→ Goal of the exercise
Could you write out each of the records below exactly?

#### Records for the exercise

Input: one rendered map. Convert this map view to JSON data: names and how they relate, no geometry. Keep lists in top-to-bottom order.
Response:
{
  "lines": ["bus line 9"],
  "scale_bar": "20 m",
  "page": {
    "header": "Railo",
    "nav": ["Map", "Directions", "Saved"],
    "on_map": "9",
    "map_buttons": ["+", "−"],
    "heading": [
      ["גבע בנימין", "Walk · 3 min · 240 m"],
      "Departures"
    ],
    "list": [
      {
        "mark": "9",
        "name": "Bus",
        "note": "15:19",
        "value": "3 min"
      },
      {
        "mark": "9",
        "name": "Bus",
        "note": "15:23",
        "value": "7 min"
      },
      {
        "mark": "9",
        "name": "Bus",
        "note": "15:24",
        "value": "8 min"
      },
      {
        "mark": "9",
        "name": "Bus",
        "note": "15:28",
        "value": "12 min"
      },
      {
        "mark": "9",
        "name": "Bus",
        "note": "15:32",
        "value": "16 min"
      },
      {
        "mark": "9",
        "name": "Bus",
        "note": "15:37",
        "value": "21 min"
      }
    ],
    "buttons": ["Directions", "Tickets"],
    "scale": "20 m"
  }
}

########

→ Output for this task
Input: one rendered map. Convert this map view to JSON data: names and how they relate, no geometry. Keep lists in top-to-bottom order.
Response:
{
  "lines": ["bus line 9"],
  "scale_bar": "20 m",
  "page": {
    "header": "Railo",
    "nav": ["Map", "Directions", "Saved"],
    "on_map": "9",
    "map_buttons": ["+", "−"],
    "heading": [
      ["גבע בנימין", "Walk · 3 min · 240 m"],
      "Departures"
    ],
    "list": [
      {
        "mark": "9",
        "name": "Bus",
        "note": "15:19",
        "value": "3 min"
      },
      {
        "mark": "9",
        "name": "Bus",
        "note": "15:23",
        "value": "7 min"
      },
      {
        "mark": "9",
        "name": "Bus",
        "note": "15:24",
        "value": "8 min"
      },
      {
        "mark": "9",
        "name": "Bus",
        "note": "15:28",
        "value": "12 min"
      },
      {
        "mark": "9",
        "name": "Bus",
        "note": "15:32",
        "value": "16 min"
      },
      {
        "mark": "9",
        "name": "Bus",
        "note": "15:37",
        "value": "21 min"
      }
    ],
    "buttons": ["Directions", "Tickets"],
    "scale": "20 m"
  }
}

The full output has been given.